# Final Project Notebook — Aidan

_Date: August 17, 2025_


This notebook consolidates prior milestones into a complete end‑to‑end project:

- Import & setup
- Data loading
- Initial exploratory data analysis (EDA)
- Data cleaning
- Analysis & visualization to answer **at least four** business questions
- Conclusions, recommendations, and future work





## 1) Project Overview

**Client (who benefits):**  An online retail company looking to optimize its product mix, customer outreach, and
international expansion

**Business context / value:** Inventory optimization through identification of best-selling items and seasonal trends
* Targeted marketing via customer segmentation (RFM)
* Strategic growth by pinpointing lucrative overseas markets
* Pricing strategy insights by understanding price–volume dynamics>_
**Questions to answer:
1. _Q1_ Which products generate the most revenue?
2. _Q2_  How do sales trend over time?

3. _Q3_  How can customers be segmented by RFM (Recency, Frequency, Monetary)?
4. _Q4_ 4. Which countries (outside the UK) contribute most to international revenue?
5. ._Q5_  What’s the relationship between unit price and quantity sold?

**Tools**
- Python (pandas, numpy, matplotlib)
- Jupyter Notebook
- Optional: seaborn, scikit


## Load your data

Choose one of the two options below:

- **Option A (Local path):** set `DATA_PATH` to your file (CSV or XLSX).
- **Option B (Colab upload):** leave `DATA_PATH=None` and run; you'll be prompted to upload.


In [None]:
import pandas as pd
import io, os

# Detect Colab
try:
    from google.colab import files  # type: ignore
    IN_COLAB = True
except Exception:
    IN_COLAB = False

DEFAULT_NAME = "online_retail_sample_10k_clean.csv"  # change if needed

def _read_any(path_or_buf, filename_hint=""):
    """Read CSV/CSV.GZ/Excel into a DataFrame."""
    name = (filename_hint or (str(path_or_buf) if isinstance(path_or_buf, str) else ""))
    lower = name.lower()
    if lower.endswith((".xlsx", ".xls")):
        return pd.read_excel(path_or_buf)
    comp = "gzip" if lower.endswith(".gz") else "infer"
    return pd.read_csv(path_or_buf, compression=comp, low_memory=False, encoding="latin1")

# ==== PROMPT & LOAD ====
if os.path.exists(DEFAULT_NAME):
    print(f"Found {DEFAULT_NAME} in the working directory. Loading it…")
    df_raw = _read_any(DEFAULT_NAME, filename_hint=DEFAULT_NAME)

elif IN_COLAB:
    print("Please upload your CSV / CSV.GZ / XLSX file…")
    uploaded = files.upload()
    if not uploaded:
        raise SystemExit("No file uploaded.")
    name, data = next(iter(uploaded.items()))
    buf = io.BytesIO(data)
    df_raw = _read_any(buf, filename_hint=name)
    print(f"Loaded: {name}  -> shape={df_raw.shape}")

else:
    # Local Jupyter: file dialog with fallback to manual path
    path = ""
    try:
        import tkinter as tk
        from tkinter import filedialog
        tk.Tk().withdraw()
        path = filedialog.askopenfilename(
            title="Select CSV/CSV.GZ or Excel file",
            filetypes=[("CSV", "*.csv"), ("Compressed CSV", "*.csv.gz"),
                       ("Excel", "*.xlsx *.xls"), ("All files", "*.*")]
        )
    except Exception:
        pass
    if not path:
        path = input("Enter path to your CSV/CSV.GZ or Excel file: ").strip()
    if not path:
        raise SystemExit("No file selected.")
    df_raw = _read_any(path, filename_hint=os.path.basename(path))
    print(f"Loaded: {os.path.basename(path)}  -> shape={df_raw.shape}")

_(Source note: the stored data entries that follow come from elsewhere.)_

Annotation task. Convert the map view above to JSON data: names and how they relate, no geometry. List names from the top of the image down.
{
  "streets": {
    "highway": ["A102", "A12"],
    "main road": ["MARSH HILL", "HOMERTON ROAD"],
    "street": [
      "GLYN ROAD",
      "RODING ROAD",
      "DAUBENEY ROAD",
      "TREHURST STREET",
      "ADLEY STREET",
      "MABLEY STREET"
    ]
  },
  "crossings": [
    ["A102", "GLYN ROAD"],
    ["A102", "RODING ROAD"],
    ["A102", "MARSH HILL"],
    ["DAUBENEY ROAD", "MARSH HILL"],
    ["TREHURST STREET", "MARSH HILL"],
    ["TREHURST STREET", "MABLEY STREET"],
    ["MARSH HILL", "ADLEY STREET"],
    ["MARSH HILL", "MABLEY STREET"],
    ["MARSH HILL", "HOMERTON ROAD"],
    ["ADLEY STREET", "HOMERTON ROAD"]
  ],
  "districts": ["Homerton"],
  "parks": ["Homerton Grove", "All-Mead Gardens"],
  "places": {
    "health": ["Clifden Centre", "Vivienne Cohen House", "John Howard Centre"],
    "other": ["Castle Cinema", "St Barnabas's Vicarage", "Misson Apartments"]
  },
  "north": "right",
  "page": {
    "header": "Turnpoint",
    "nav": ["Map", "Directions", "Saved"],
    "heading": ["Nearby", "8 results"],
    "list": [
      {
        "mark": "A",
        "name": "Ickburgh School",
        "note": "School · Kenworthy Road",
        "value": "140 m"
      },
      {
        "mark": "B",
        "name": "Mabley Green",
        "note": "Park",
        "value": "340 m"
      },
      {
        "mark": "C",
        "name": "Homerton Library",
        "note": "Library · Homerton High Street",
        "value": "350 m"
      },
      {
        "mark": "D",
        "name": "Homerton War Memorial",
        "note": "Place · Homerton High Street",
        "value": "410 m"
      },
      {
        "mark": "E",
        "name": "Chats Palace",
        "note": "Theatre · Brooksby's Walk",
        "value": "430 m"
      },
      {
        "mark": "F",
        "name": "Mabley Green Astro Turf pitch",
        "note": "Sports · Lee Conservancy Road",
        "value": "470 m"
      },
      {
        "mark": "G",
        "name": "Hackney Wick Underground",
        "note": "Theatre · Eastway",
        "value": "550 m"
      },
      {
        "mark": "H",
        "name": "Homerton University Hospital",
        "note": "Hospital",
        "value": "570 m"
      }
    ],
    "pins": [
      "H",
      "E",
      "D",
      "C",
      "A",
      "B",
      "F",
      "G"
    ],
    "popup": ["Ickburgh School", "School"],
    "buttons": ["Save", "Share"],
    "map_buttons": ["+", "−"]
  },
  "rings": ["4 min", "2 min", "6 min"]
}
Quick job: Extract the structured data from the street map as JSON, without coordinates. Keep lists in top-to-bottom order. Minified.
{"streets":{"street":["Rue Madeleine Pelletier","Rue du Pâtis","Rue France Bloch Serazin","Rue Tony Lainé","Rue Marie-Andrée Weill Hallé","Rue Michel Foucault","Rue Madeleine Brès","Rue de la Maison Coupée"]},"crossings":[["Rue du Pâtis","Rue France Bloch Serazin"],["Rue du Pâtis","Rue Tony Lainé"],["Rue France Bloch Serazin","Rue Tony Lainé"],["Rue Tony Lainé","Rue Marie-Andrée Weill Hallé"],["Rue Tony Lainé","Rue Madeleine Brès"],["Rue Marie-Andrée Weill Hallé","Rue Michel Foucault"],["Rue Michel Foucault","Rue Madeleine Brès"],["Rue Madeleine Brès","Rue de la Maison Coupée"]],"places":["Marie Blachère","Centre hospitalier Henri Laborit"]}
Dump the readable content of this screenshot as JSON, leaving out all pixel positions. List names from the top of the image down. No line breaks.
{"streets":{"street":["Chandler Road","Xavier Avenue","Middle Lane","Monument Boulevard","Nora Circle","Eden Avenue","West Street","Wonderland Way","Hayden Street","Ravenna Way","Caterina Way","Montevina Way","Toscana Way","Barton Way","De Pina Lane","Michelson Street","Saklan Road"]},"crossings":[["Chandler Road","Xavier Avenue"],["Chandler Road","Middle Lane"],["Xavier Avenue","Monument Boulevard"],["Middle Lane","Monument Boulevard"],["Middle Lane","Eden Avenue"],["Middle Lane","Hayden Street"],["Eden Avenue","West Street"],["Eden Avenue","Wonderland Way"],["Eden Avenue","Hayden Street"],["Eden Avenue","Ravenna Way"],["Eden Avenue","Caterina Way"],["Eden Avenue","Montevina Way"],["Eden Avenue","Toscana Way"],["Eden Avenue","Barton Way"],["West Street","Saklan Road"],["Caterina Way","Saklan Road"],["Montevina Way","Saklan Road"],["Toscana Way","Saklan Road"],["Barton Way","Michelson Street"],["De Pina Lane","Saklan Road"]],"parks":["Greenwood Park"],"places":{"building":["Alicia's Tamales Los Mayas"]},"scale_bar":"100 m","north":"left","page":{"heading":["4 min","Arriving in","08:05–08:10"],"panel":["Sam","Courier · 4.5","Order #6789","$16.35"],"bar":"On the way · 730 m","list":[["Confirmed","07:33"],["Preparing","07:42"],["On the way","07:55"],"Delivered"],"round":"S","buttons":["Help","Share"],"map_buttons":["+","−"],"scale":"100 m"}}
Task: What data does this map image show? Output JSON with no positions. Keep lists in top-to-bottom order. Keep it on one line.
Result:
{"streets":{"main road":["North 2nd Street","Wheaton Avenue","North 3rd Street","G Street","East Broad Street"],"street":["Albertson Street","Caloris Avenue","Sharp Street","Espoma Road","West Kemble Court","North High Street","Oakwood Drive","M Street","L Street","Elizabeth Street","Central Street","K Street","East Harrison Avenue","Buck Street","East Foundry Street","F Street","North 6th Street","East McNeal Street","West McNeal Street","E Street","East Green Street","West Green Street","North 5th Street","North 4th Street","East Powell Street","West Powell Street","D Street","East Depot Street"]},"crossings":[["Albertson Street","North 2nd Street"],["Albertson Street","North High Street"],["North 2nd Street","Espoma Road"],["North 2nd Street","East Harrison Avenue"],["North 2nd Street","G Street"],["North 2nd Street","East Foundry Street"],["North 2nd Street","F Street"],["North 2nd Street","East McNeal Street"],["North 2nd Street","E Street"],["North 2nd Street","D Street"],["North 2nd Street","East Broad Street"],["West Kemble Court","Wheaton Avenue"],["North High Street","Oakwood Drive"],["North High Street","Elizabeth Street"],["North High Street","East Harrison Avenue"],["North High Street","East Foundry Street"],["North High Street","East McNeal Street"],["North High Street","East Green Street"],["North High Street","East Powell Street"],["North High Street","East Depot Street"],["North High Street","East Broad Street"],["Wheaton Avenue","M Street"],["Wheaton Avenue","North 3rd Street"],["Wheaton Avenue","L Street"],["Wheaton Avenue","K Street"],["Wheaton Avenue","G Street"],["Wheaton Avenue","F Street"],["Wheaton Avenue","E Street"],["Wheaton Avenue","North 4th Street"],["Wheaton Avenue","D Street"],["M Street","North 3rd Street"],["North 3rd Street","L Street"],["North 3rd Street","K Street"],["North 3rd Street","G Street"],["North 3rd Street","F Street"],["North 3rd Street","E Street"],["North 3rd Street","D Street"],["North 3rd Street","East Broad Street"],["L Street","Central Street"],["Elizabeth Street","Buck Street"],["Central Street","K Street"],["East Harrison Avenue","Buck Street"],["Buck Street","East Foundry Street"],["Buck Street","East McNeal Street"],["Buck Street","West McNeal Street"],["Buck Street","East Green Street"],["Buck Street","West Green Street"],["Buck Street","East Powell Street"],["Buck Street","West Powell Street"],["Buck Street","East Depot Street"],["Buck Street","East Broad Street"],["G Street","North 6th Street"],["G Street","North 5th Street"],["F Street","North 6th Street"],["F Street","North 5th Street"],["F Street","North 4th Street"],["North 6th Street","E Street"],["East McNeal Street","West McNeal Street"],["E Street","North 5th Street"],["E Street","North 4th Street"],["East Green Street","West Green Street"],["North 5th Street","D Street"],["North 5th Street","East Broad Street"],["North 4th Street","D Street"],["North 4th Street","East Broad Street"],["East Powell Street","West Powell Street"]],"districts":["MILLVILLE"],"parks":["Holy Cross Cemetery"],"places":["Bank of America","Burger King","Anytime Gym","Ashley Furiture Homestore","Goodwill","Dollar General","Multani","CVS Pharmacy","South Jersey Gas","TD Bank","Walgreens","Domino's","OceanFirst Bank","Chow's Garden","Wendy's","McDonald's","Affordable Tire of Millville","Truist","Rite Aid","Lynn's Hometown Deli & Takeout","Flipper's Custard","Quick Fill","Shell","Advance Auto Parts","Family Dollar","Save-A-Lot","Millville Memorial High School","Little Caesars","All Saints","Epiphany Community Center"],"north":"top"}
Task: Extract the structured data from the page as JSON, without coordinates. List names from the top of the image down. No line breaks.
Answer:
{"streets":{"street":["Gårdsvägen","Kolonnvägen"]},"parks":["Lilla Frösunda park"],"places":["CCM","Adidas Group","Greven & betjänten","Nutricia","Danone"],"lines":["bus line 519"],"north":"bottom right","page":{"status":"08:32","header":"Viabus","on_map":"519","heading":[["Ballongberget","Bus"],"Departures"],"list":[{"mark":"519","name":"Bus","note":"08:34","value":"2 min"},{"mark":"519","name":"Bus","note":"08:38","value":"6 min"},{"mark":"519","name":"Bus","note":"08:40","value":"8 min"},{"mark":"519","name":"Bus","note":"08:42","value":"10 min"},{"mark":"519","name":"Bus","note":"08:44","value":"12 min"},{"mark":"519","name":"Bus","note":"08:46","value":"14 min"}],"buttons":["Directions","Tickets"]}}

print("Initial shape:", df_raw.shape)
df_raw.head(3)


Please upload your CSV / CSV.GZ / XLSX file…


#### Detected data‑loader snippet(s) from Milestone 4 (for reference)

## Initial EDA

In [None]:
# Basic shape & columns
try:
    print("Shape:", df.shape)
    print("Columns:", list(df.columns))
except NameError:
    print("⚠️ Define df first in the Data Loading section.")

# Types, info, samples
try:
    print("\nDTypes:")
    print(df.dtypes)
    print("\nInfo:")
    print(df.info())
    display(df.head(10))
    display(df.tail(5))
    display(df.sample(min(5, len(df))))
except Exception as e:
    print("EDA preview error:", e)

# Descriptive statistics (numeric & object separately for clarity)
try:
    display(df.describe(include=[np.number]).T)
    display(df.describe(include=[object]).T)
except Exception as e:
    print("Describe error:", e)


## 5) Data Cleaning PT.1


Describe the cleaning decisions you made and **why** (NaNs, outliers, type fixes, merges, renames, splits, standardization):

- _Example_: Dropped rows with invalid dates because ...
- _Example_: Imputed missing unit price with median by country because ...
- _Example_: Standardized country names ...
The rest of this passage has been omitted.